El personaje femenino es un medio de significación del empoderamiento femenino, es la representación de una época de modernidad. A través del personaje femenino las mujeres redefinen su identidad, su cuerpo deja de ser visto meramente como un objeto sexual y se escribe una nueva historia del género. Cada autor ha logrado construir la realidad por medio de las letras y mimetizar los rasgos femeninos de la manera más certera.

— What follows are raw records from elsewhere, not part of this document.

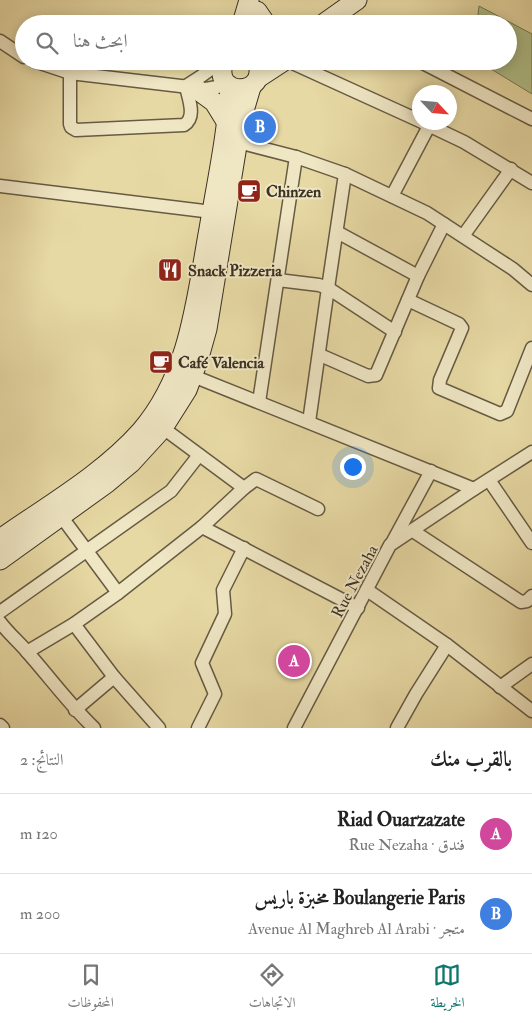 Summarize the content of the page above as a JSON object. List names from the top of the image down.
{
  "streets": {
    "street": ["Rue Nezaha"]
  },
  "places": {
    "cafe": ["Chinzen", "Café Valencia"],
    "restaurant": ["Snack Pizzeria"]
  },
  "north": "bottom right",
  "page": {
    "search": "ابحث هنا",
    "pins": ["B", "A"],
    "heading": ["بالقرب منك", "النتائج: 2"],
    "list": [
      {
        "mark": "A",
        "name": "Riad Ouarzazate",
        "note": "فندق · Rue Nezaha",
        "value": "120 m"
      },
      {
        "mark": "B",
        "name": "Boulangerie Paris مخبزة باريس",
        "note": "متجر · Avenue Al Maghreb Al Arabi",
        "value": "200 m"
      }
    ],
    "nav": ["الخريطة", "الاتجاهات", "المحفوظات"]
  }
}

Samantha es uno de los claros ejemplos de cómo se ha dejado atrás la imagen de las mujeres artificiales para dar paso al vigor del surgimiento de imágenes basadas en la propia realidad, en las que la construcción psicológica y discursiva deja entrever características humanas en los personajes representados.

 

[1] Van-Grieken González, Rosa y Adriana Fonseca Bonilla, “Un recorrido por los arquetipos de mujer presentes en la literatura latinoamericana”, I Simposio de literatura estudiantil del instituto educativo María Montessori.

[2] https://www.sinembargo.mx/26-08-2017/3289590

[3] https://ladobe.com.mx/2013/10/los-personajes-femeninos-cronica-de-una-igualdad-inacabada/

[4] Olvera, Ramón Gerónimo, “Tres elementos que sustentan el prefijo del narco”, Solo las cruces quedaron, México: Ficticia, 2013, pp. 145.